CS: Il lusso contemporaneo sembra muoversi verso valori di autenticità, longevità e significato culturale, oltre la pura ostentazione. Come si traduce questa evoluzione nella vostra visione e nella proposta artistica di Sanlorenzo?
MP: Il concetto di lusso sta attraversando una trasformazione profonda, che riflette un più ampio cambiamento culturale. Se nel passato recente il lusso era principalmente un simbolo di status, un’ostentazione di ricchezza, oggi assume una dimensione molto più sofisticata e personale. Il vero lusso contemporaneo risiede nell’autenticità, nella rarità dell’esperienza, nella profondità del significato. È un lusso che parla di consapevolezza piuttosto che di esibizione. In Sanlorenzo, questa evoluzione si traduce in scelte progettuali precise: materiali scelti per la loro qualità intrinseca e non per l’apparenza; linee pulite che resistono alle mode; spazi pensati per essere vissuti intimamente e non solo esibiti. Lo stesso approccio guida le nostre scelte in ambito artistico: cerchiamo collaborazioni che abbiano sostanza, che pongano domande rilevanti, che offrano esperienze significative. Non ci interessa l’arte come decorazione o come investimento finanziario, ma come elemento di un dialogo autentico con il nostro tempo. È un lusso silenzioso, fatto di dettagli e di significati, che richiede tempo e sensibilità per essere pienamente apprezzato.
CS: Guardando al futuro, quali nuove frontiere di ricerca artistica e tecnologica vuoi esplorare attraverso le iniziative di Sanlorenzo Arts?

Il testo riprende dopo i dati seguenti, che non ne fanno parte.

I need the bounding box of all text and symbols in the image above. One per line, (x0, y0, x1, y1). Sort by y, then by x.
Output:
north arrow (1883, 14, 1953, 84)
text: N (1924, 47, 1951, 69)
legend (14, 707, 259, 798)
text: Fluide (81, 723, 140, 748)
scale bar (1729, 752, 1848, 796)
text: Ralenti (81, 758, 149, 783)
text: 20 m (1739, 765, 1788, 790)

MP: Il futuro di Sanlorenzo Arts si concentrerà sull’esplorazione di quelle zone di confine dove l’arte, la tecnologia e l’etica ambientale si incontrano in modo fecondo. Non mi interessa inseguire le mode del momento o adottare tecnologie solo perché nuove. Ciò che mi affascina è il potenziale di certe intersezioni disciplinari per generare nuovi modi di pensare e di sentire. Ad esempio, stiamo esplorando come l’arte possa aiutarci a visualizzare e a comprendere la complessità degli ecosistemi marini, o come certe pratiche artistiche possano influenzare il nostro approccio ai materiali sostenibili. Credo fermamente che il futuro appartenga a chi sa creare connessioni significative: tra ambiti diversi del sapere, tra culture differenti, tra sensibilità apparentemente distanti. È in questi spazi interstiziali che nascono le idee veramente innovative. Sanlorenzo Arts continuerà a esplorare questi territori di frontiera con curiosità intellettuale e rispetto per la complessità, cercando sempre di contribuire a un dialogo culturale che vada oltre le mode e le tendenze passeggere.